Caral, Peruvian city of pyramids – older than Egypt’s pyramids, older than India’s Harappa, and “born in trade and not bloodshed,” its discoverer maintains. (Conical hat tip to LRC.) And see this article for similar claims about Harappa. I’m not qualified to evaluate these claims, but they’re interesting.
I suspect that once more is known about both Caral and Harappa that more ‘statist’ elements will be discovered. At the same time it could be argued that all civilizations are “born in trade and not bloodshed” . Parasites cannot subsist without a host. It’s just that our history books and received history are, like the Go’uld from TV’s “Star Gate SG-1”, parasites who seem to speak for their silent hosts, surrounded by a captive bodyguard trained to worship their false gods.
The Çatalhöyük settlement in Turkey predates even Caral, and exhibits some of the same characteristics discussed in this article.
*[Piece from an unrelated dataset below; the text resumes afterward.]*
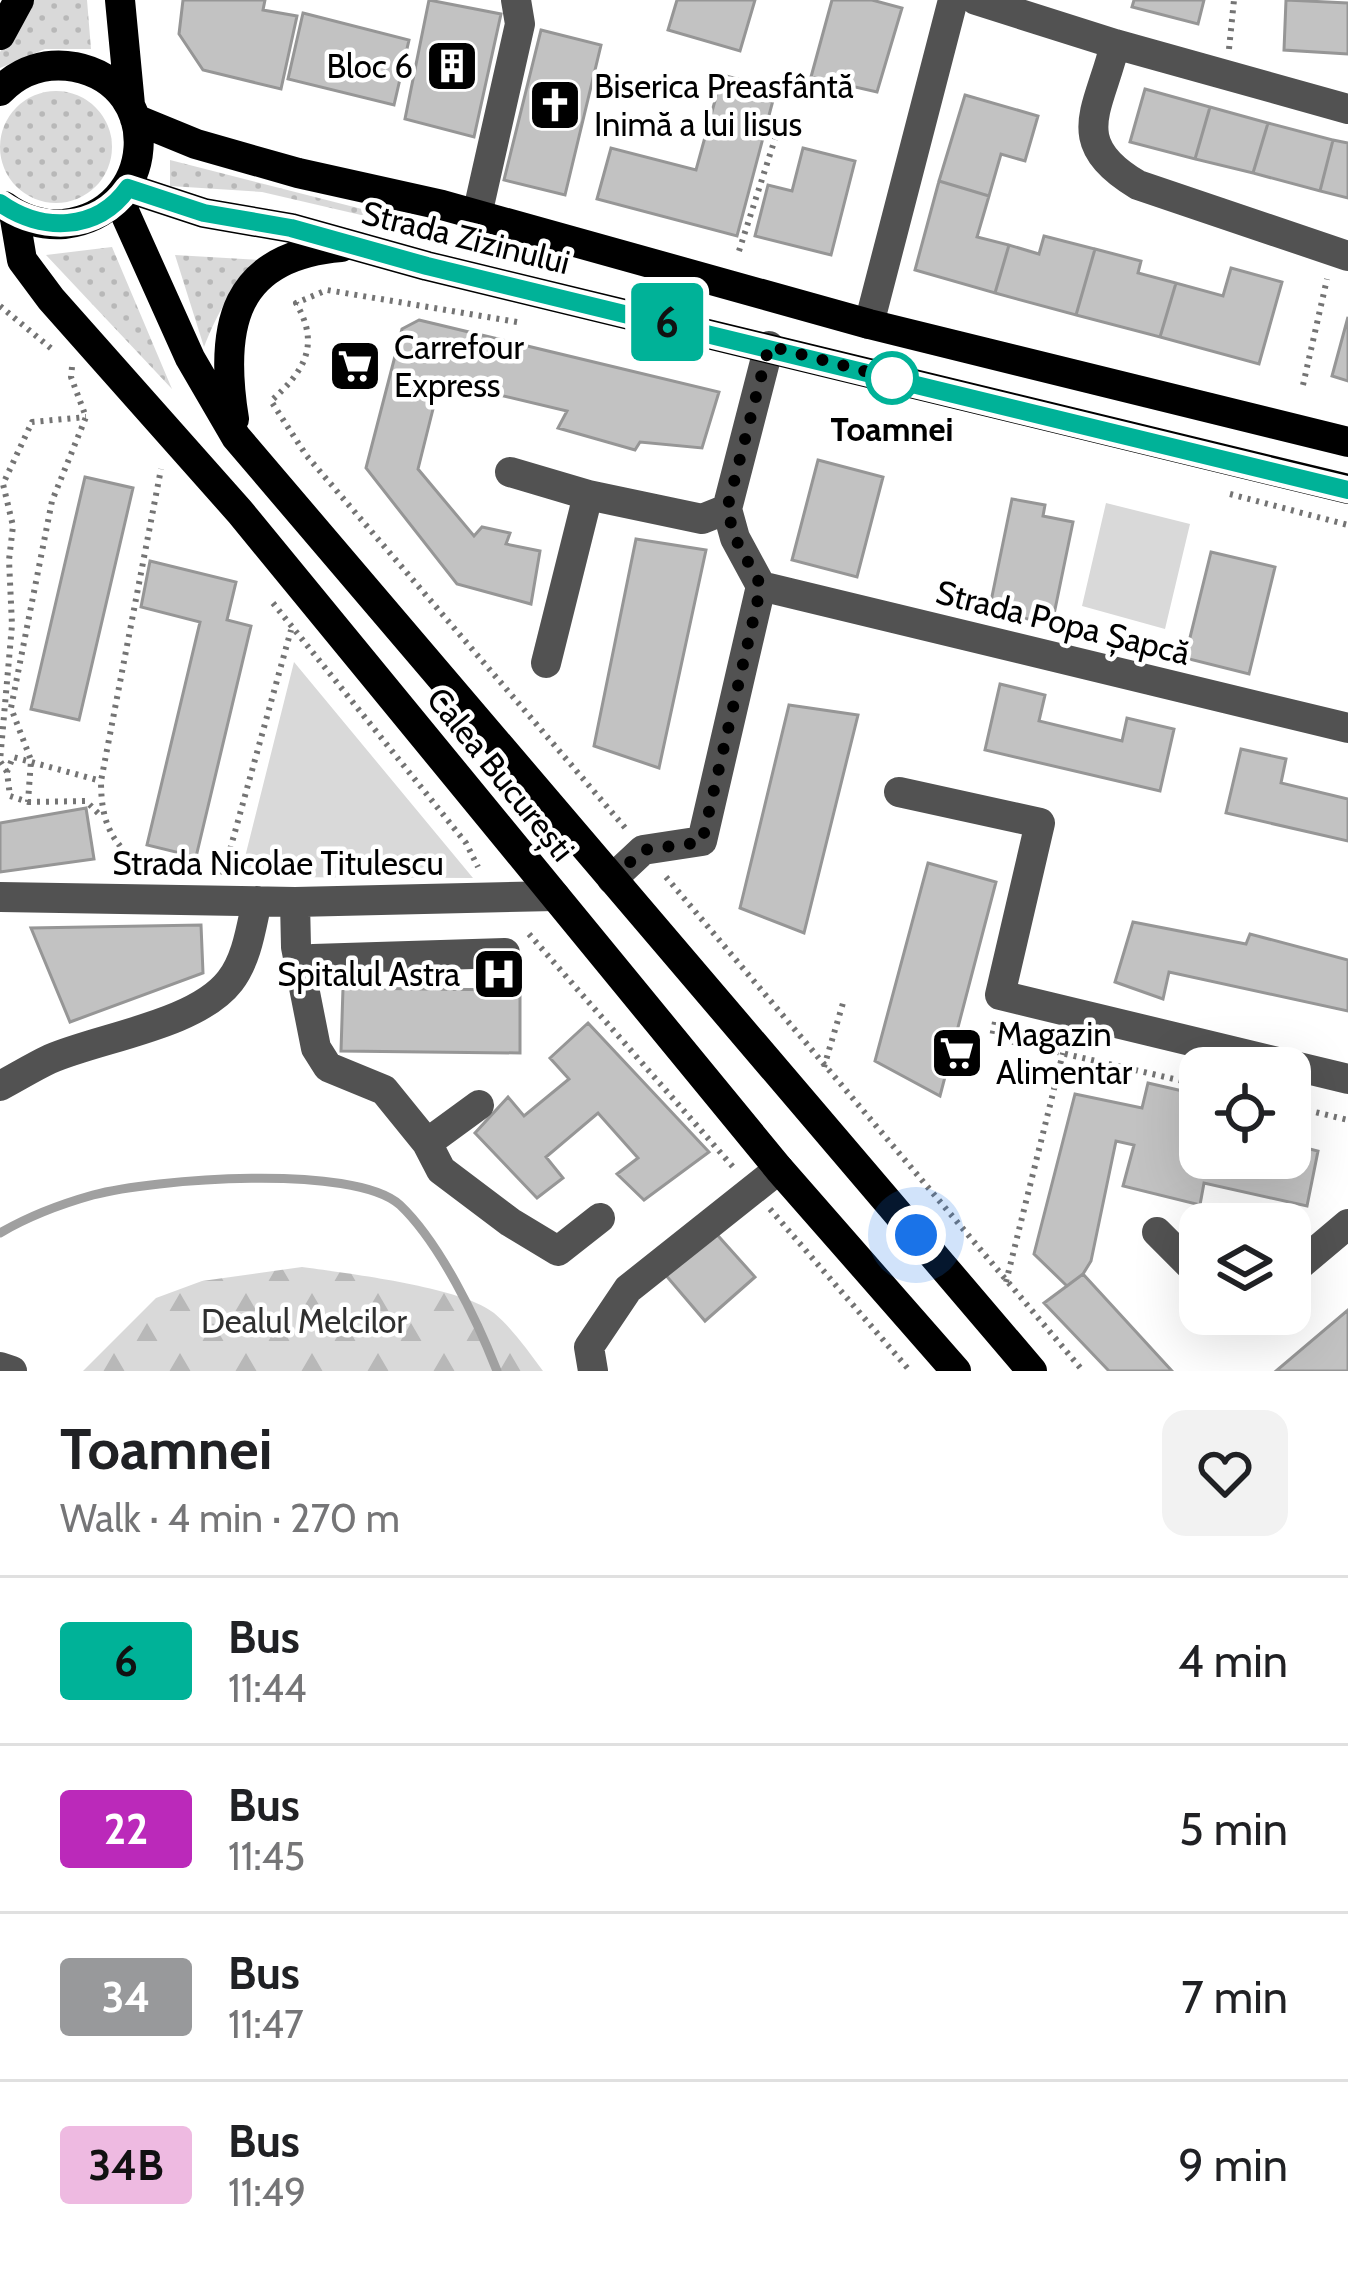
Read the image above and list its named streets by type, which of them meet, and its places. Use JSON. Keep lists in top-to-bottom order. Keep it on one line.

That said, I think the author’s idea of statelessness might be overly narrow. agree with Tim that there might be some quasi-statist features we’re overlooking. There’s an ingrained bias that causes us to look for distinctively Westphalian aspects, and reject or ignore ones that don’t fit that model, and that we aren’t familiar with.
I haven’t really looked into the issue of how “public goods” like city planning or Harrappa’s plumbing system could arise through market processes, so naturally this looks to me like evidence of some central authority. Even if it were a non-coercive type of cultural authority, like a theocratic priest caste or mercantile elite, that would still be pretty discouraging.
“It took Ruth Shady many years and many rounds of carbon dating to prove that the earliest known civilisation in South Americas—at 2,627 BC–was much older than the Harappa Valley towns and the pyramids of Egypt. ”
First of all, that ’27’ looks absurd — too many significant digits.
But, secondly, pyramid building in Egypt started in 2630 BC, making the South American civilization slightly younger than the pyramids, and much younger than the start of civilization in Mesopotamia or Egypt.
The claims in the article are very strange:
“The historians had been searching for this answer in Egypt, Mesopotamia (Iraq), India and China. They didn’t expect to find the first signs of city life in a Peruvian desert.”
Well, if we accept her dates, they didn’t find them there:
http://en.wikipedia.org/wiki/Mesopotamia
Urbanization in southern Iraq began around 3700.